According to that same NOAA report, “an encounter with fishing gear is the most frequent cause of documented right whale serious injuries and deaths in recent years.” For the 19 recent whale deaths, NOAA could determine a cause of death for 10. And of those 10 fatalities, five were caused by ship strikes and five were caused by entanglement in fishing gear.

One study cited by NOAA showed that nearly 85 percent of right whales have been entangled in fishing gear. For 59 percent of right whales, it has happened twice. And the number of entanglements has been trending upward.

A dwindling population

The NOAA memorandum says right whales, like other large whales, live for a long time and can breed multiple times over a lifetime. That makes them resilient. But the memo also points out the obvious fact that if a species fails to replace its dead with new births over time, it will have a difficult time recovering a dwindling population.

So reproduction – or rather, a lack of reproduction – is a major area of concern for researchers. And for reproduction, healthy mothers are required. According to NOAA, right whales now have greater distances to travel from their feeding grounds, which have shifted farther north, down to the areas off the coasts of South Carolina Florida and Georgia where their calving grounds are.

Recent good news

A rare bit of good news about right whales was released last month when the North Atlantic Right Whale Consortium announced the population had increased by eight individuals to 384 animals.

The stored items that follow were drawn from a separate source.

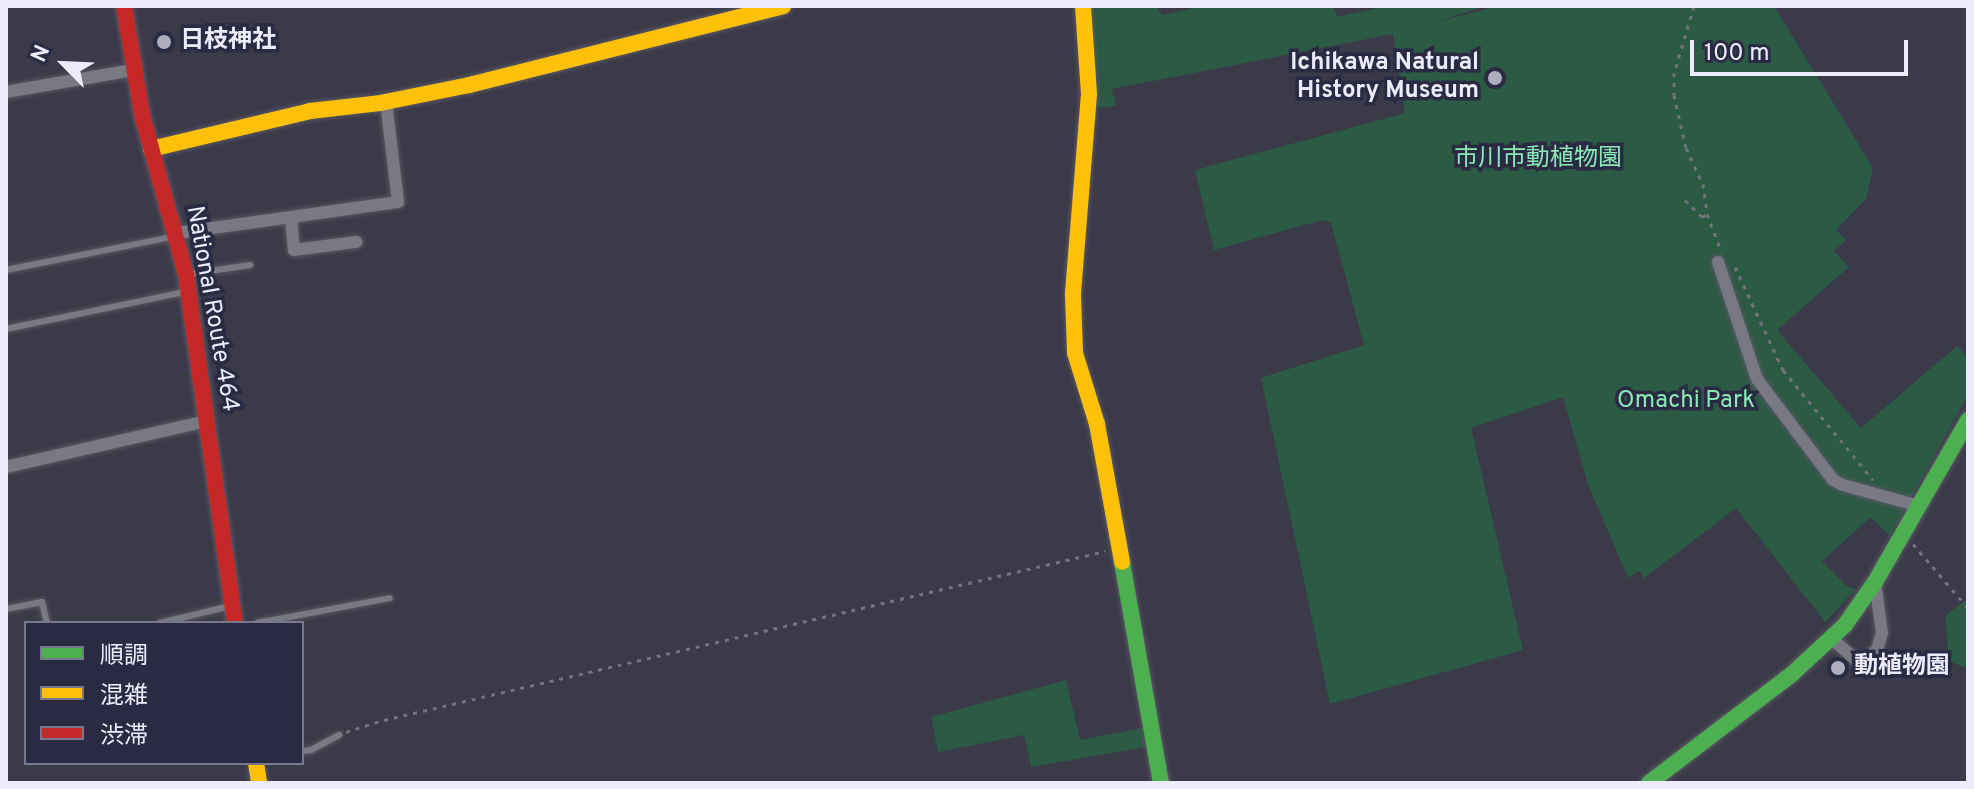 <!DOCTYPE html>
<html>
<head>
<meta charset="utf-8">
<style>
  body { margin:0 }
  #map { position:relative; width:1974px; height:789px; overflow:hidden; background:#3b3a48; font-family:Overpass,"Noto Sans JP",sans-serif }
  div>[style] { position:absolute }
  .green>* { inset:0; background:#2b5a45 }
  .path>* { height:3px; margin-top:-1.5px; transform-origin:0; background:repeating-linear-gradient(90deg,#72717c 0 4px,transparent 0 10px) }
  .roads { filter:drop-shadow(0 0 2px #585763) drop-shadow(0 0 2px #585763) }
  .lane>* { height:6px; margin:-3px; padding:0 3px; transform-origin:3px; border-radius:3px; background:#797984 }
  .street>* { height:12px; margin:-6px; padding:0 6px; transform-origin:6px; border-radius:6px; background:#797984 }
  .fast>* { height:16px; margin:-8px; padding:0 8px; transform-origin:8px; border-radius:8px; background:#4caf50 }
  .slow>* { height:16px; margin:-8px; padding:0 8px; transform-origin:8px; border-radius:8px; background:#ffc107 }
  .jam>* { height:16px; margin:-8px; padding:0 8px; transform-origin:8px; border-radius:8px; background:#c62828 }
  .dots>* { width:22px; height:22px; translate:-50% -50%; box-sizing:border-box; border:4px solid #2b2a43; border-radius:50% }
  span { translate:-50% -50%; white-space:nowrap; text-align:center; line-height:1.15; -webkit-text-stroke:7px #2b2a43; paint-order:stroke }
  .poi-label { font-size:24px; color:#ececfd; font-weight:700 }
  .left { translate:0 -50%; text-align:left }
  .right { translate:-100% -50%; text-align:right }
  .park-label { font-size:24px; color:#88e9b6 }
  .street-label { font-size:24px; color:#ececfd }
  .frame { position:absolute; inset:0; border:8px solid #ececfd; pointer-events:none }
  .legend { position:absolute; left:24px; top:621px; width:280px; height:144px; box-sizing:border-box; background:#2b2a43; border:2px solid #78788d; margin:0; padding:10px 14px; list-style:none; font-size:24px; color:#ececfd }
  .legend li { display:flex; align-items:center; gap:16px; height:40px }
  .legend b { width:40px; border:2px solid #78788d }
  .north { position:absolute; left:24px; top:24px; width:80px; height:80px; -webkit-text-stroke:6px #2b2a43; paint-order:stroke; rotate:294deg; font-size:22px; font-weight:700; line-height:32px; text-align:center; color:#ececfd }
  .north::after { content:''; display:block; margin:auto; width:28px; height:36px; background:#ececfd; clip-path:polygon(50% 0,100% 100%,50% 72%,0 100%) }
  .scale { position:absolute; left:1690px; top:40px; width:218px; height:36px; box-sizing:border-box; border:4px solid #ececfd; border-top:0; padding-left:10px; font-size:24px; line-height:28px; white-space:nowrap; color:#ececfd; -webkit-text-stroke:6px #2b2a43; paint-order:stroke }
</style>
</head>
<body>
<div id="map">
  <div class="green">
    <i style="clip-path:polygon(1090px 6px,1155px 6px,1163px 15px,1202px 6px,1333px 6px,1338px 17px,1386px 6px,1487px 6px,1432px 23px,1498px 6px,1774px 6px,1873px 168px,1866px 199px,1836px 230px,1846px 240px,1834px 251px,1849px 267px,1777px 330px,1861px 428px,1957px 346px,1968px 357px,1968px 395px,1890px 536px,1871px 517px,1822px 561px,1847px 586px,1856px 589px,1825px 622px,1736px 508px,1644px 578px,1639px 571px,1628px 578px,1588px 485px,1563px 397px,1471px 428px,1523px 650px,1330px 704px,1261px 378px,1364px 345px,1331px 223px,1323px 220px,1214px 250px,1195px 170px,1405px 113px,1393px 34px,1112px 89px,1116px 106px,1101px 108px,1095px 105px)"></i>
    <i style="clip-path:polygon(1968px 598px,1968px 669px,1949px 661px,1945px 616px)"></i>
    <i style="clip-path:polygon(1066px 680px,1080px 740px,1142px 728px,1147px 747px,1031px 767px,1024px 735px,938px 752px,931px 717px)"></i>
  </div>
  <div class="path">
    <i style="left:1694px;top:6px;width:70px;rotate:106.6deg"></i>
    <i style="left:1674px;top:73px;width:22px;rotate:90deg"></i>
    <i style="left:1674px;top:95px;width:54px;rotate:77.2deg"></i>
    <i style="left:1686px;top:148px;width:40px;rotate:65deg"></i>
    <i style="left:1703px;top:184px;width:30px;rotate:82deg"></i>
    <i style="left:1707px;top:214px;width:40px;rotate:69deg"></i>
    <i style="left:1685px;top:200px;width:24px;rotate:45deg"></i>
    <i style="left:1702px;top:217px;width:6px;rotate:-31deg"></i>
    <i style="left:1735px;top:267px;width:114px;rotate:65deg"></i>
    <i style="left:1783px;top:370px;width:142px;rotate:50.7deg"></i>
    <i style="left:1913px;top:544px;width:84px;rotate:49.3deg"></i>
    <i style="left:346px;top:732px;width:40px;rotate:-18deg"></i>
    <i style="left:384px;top:720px;width:741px;rotate:-13.19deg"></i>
  </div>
  <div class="roads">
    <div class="lane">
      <i style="left:6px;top:270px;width:168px;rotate:-11.3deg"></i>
      <i style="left:189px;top:274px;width:62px;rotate:-8.4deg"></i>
      <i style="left:6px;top:329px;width:183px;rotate:-11.7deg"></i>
      <i style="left:6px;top:609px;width:37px;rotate:-11deg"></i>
      <i style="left:42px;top:602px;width:22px;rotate:77deg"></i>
      <i style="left:160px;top:623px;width:68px;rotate:-13.6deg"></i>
      <i style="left:257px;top:623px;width:135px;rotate:-10.6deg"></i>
      <i style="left:302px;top:751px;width:9px;rotate:-6deg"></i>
      <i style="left:311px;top:750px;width:32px;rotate:-28deg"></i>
    </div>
    <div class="street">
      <i style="left:6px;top:92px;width:129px;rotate:-9.8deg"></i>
      <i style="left:291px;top:217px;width:33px;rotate:85deg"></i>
      <i style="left:294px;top:250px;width:63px;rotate:-7.4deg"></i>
      <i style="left:177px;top:233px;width:223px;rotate:-8deg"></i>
      <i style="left:398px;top:202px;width:101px;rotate:-96.8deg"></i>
      <i style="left:1718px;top:262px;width:123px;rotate:71.6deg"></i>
      <i style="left:1757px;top:379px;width:126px;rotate:53deg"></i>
      <i style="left:1833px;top:480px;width:11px;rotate:27deg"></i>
      <i style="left:1843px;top:485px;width:79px;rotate:15.4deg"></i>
      <i style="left:6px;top:467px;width:206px;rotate:-12.9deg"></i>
      <i style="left:1832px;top:639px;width:32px;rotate:41deg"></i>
      <i style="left:1856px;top:660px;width:7px;rotate:8deg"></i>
      <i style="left:1863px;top:661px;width:18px;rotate:-38deg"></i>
      <i style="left:1877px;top:650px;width:18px;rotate:-74deg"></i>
      <i style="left:1882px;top:633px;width:51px;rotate:-97.8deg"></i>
    </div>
    <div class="fast">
      <i style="left:1122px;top:562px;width:224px;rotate:80deg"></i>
      <i style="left:1649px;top:783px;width:180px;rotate:-37.3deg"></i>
      <i style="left:1792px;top:674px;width:72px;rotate:-42.8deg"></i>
      <i style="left:1845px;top:625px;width:52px;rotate:-55.1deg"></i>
      <i style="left:1875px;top:582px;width:187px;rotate:-60.1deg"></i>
    </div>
    <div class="slow">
      <i style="left:1083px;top:6px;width:88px;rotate:86.1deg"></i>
      <i style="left:1089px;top:94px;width:202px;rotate:94.6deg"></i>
      <i style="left:1073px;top:295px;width:58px;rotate:88deg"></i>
      <i style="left:1075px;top:353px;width:74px;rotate:72.8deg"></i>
      <i style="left:1097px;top:424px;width:140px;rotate:79.7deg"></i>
      <i style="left:151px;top:149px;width:163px;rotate:-13.4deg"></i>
      <i style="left:310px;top:111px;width:70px;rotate:-6.5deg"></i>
      <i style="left:380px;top:103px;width:91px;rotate:-11.4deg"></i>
      <i style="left:469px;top:85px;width:324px;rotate:-14.1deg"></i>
      <i style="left:256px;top:763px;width:20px;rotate:81deg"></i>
    </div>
    <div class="jam">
      <i style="left:124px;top:6px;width:110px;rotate:80.6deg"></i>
      <i style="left:142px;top:115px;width:166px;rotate:74.6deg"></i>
      <i style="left:186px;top:275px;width:351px;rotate:82deg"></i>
    </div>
  </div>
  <div class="dots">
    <i style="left:164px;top:42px;background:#aeaebe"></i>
    <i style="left:1495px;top:78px;background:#aeaebe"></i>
    <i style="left:1838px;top:668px;background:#aeaebe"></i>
  </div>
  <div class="poi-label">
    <span class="left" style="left:180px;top:42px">日枝神社</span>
    <span class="right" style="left:1479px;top:78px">Ichikawa Natural<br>History Museum</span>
    <span class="left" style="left:1854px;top:668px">動植物園</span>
  </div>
  <div class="park-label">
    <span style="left:1538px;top:160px">市川市動植物園</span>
    <span style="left:1686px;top:402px">Omachi Park</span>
  </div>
  <div class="street-label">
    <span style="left:211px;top:309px;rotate:80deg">National Route 464</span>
  </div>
  <div class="frame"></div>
  <ul class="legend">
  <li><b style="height:10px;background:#4caf50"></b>順調</li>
  <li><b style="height:10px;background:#ffc107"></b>混雑</li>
  <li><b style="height:10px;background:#c62828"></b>渋滞</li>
  </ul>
  <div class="north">N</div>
  <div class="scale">100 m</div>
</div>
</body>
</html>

Eleven babies were identified in last year’s calving season, which runs through March. Scientists warn, however, that birth numbers must increase to about 50 per year if the species is to survive given the rate of human-caused mortality and serious injury.

Whether you’re along the S.C. coast or Georgia or Florida, people who spot a right whale should also call 1-877-WHALE-HELP so NOAA can alert other ships in the area.